Work request
Where does the string "list" occur in the records? Copy each line that holds it.
Segment Start: Records shown
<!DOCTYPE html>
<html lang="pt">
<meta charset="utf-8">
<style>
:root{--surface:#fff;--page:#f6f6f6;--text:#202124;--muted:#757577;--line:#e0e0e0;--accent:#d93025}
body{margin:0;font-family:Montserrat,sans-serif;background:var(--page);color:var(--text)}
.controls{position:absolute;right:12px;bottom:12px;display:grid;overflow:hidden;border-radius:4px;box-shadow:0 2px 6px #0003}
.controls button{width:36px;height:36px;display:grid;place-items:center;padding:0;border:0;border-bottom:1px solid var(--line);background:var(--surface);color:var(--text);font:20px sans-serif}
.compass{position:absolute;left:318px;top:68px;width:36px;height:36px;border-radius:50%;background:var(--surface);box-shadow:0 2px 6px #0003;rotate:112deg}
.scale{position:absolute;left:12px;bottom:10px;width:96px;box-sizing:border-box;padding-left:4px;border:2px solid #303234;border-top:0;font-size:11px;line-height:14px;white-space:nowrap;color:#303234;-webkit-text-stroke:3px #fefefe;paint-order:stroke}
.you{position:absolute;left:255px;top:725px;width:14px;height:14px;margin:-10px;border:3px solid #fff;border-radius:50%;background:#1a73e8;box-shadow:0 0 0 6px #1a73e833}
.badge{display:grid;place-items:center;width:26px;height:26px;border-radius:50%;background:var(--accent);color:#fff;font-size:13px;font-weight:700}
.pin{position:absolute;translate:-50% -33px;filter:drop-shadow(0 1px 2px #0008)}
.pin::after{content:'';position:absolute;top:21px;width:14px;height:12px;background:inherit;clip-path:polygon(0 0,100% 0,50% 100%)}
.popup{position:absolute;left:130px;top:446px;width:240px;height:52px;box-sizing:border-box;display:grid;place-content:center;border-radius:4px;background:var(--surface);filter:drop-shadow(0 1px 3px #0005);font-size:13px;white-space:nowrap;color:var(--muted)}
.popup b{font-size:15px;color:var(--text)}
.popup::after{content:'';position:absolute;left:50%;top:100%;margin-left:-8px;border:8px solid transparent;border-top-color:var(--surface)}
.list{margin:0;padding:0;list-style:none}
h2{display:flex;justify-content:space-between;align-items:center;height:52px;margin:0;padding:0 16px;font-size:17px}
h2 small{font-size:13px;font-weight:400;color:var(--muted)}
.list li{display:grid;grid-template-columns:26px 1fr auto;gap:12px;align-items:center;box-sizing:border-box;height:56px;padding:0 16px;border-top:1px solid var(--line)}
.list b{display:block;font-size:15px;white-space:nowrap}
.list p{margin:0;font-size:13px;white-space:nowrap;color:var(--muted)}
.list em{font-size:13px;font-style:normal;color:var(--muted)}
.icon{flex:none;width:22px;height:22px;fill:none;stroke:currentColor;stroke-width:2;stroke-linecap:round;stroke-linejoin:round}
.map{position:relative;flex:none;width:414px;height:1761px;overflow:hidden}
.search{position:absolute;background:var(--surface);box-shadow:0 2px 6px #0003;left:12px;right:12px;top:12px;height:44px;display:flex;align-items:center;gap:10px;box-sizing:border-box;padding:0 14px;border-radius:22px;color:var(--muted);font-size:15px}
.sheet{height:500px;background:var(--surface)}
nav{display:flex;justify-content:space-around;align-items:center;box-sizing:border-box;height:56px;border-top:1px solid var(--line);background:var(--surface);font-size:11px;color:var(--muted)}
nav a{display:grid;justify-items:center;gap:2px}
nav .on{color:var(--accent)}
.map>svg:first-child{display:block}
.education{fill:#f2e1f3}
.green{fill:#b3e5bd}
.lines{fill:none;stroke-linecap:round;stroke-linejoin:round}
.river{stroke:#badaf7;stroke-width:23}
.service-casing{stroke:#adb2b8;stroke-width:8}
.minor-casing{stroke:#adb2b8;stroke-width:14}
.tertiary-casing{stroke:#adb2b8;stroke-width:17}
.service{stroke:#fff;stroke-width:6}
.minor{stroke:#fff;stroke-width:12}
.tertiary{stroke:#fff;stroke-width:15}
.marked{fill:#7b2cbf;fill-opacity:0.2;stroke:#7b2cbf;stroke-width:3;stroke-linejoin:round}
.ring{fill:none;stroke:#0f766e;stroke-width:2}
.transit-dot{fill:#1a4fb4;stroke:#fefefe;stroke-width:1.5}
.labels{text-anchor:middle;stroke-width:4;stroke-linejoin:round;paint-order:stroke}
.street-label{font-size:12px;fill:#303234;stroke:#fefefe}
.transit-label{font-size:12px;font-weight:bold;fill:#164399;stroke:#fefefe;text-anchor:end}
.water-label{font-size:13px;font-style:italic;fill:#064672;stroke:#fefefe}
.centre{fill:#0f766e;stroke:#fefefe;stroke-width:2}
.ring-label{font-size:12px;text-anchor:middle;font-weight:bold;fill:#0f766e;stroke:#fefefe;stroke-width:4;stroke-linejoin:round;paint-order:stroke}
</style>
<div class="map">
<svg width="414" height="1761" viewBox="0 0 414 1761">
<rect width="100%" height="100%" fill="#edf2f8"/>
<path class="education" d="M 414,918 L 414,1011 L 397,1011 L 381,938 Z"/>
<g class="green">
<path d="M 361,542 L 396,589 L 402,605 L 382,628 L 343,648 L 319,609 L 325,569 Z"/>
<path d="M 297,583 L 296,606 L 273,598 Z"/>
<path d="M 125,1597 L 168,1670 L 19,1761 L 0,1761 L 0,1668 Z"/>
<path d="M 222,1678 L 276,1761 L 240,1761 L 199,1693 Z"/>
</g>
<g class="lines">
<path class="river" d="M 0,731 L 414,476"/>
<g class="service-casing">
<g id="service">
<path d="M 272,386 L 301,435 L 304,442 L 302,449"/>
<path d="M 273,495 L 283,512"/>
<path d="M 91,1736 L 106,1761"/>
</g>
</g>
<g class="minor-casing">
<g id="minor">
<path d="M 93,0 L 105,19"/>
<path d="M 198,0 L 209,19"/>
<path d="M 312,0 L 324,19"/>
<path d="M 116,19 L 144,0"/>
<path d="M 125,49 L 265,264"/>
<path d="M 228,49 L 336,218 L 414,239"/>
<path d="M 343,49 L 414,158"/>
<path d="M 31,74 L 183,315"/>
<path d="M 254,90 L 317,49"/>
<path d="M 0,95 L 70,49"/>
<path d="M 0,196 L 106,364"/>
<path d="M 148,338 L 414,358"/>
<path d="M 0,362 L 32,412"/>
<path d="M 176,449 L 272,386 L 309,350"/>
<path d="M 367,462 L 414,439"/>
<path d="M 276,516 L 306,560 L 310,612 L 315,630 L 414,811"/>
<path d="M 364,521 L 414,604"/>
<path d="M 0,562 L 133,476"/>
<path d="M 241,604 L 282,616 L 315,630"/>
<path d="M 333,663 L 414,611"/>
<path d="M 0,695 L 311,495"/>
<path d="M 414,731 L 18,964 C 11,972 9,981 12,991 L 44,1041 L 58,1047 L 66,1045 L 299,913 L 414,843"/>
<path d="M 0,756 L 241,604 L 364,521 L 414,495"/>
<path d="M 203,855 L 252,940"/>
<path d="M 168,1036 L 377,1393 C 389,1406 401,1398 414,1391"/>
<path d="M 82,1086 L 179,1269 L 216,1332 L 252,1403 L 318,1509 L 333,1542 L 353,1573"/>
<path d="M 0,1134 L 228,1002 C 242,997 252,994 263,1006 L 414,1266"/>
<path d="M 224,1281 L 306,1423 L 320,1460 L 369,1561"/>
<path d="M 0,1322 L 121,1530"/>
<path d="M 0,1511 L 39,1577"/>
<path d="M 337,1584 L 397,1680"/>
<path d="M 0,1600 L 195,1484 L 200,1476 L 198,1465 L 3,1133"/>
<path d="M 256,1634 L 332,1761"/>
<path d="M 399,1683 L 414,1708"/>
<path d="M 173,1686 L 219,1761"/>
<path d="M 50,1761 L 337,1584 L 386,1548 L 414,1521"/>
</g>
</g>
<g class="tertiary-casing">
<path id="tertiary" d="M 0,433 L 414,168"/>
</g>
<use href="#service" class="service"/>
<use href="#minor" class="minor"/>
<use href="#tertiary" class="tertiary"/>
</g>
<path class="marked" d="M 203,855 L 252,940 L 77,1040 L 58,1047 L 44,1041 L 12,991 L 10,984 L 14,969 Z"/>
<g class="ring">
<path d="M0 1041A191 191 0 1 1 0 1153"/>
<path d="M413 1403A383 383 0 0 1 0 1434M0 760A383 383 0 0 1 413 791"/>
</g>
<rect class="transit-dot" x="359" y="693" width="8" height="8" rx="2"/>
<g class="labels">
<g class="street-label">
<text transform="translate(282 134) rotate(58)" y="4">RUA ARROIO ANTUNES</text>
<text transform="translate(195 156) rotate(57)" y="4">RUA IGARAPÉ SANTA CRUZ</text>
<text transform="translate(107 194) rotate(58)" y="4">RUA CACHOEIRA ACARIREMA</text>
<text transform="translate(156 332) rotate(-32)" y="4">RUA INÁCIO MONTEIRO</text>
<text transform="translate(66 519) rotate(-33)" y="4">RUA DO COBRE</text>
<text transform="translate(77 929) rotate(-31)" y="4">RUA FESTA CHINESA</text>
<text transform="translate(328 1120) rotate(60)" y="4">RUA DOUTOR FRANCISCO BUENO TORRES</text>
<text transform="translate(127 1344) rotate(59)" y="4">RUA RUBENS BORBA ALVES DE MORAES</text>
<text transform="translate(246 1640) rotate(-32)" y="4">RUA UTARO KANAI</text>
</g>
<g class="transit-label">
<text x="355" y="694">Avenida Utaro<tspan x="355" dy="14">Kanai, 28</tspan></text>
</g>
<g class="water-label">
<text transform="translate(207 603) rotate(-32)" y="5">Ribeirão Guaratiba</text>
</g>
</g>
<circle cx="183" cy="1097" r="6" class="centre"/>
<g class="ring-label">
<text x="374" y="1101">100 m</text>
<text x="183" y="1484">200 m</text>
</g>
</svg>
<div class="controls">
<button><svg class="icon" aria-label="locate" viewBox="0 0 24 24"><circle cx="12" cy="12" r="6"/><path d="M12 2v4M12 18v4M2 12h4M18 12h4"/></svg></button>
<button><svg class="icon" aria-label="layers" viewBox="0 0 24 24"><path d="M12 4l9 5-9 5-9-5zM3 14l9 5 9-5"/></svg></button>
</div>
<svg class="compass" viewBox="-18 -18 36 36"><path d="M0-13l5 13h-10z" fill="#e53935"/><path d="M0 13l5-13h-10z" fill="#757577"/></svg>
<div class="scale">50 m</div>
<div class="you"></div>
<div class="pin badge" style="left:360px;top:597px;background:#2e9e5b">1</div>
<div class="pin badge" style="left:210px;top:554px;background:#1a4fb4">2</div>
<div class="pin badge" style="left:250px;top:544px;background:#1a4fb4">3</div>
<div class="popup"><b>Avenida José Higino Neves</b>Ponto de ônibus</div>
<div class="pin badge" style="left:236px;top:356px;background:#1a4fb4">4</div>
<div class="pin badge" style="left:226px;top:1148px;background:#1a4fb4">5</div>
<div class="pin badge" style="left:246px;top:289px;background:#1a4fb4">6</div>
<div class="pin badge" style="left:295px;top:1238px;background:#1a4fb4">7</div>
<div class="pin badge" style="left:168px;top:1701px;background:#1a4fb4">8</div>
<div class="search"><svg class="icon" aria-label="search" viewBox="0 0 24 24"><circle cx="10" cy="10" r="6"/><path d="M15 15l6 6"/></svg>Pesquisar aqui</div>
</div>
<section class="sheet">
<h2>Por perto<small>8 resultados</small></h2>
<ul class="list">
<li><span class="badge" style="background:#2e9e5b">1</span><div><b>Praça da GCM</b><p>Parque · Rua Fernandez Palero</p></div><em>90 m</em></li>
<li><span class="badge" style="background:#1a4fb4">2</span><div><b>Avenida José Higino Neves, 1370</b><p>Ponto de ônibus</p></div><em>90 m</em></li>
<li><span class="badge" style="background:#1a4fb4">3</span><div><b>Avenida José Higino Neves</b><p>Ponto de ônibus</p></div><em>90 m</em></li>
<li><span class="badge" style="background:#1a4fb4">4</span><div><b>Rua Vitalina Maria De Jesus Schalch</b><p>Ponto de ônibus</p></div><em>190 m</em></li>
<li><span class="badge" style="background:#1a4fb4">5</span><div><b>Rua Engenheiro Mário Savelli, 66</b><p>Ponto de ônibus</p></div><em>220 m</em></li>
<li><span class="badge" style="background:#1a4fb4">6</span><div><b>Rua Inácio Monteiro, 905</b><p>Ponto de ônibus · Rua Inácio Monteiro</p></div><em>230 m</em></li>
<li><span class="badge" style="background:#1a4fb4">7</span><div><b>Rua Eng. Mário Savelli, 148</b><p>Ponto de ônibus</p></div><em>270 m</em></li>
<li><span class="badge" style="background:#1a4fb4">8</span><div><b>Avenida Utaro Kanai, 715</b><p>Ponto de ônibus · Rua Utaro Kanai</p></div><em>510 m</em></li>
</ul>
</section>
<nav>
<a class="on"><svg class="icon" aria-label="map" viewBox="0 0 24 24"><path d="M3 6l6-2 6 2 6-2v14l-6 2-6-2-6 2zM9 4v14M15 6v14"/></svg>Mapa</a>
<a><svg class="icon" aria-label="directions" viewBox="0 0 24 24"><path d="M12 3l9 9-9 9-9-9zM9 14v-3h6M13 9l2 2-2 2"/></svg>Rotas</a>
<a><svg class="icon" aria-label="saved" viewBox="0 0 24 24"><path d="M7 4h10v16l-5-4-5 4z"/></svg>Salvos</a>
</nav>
Segment End: Records shown
Solution to the problem
.list{margin:0;padding:0;list-style:none}
.list li{display:grid;grid-template-columns:26px 1fr auto;gap:12px;align-items:center;box-sizing:border-box;height:56px;padding:0 16px;border-top:1px solid var(--line)}
.list b{display:block;font-size:15px;white-space:nowrap}
.list p{margin:0;font-size:13px;white-space:nowrap;color:var(--muted)}
.list em{font-size:13px;font-style:normal;color:var(--muted)}
<ul class="list">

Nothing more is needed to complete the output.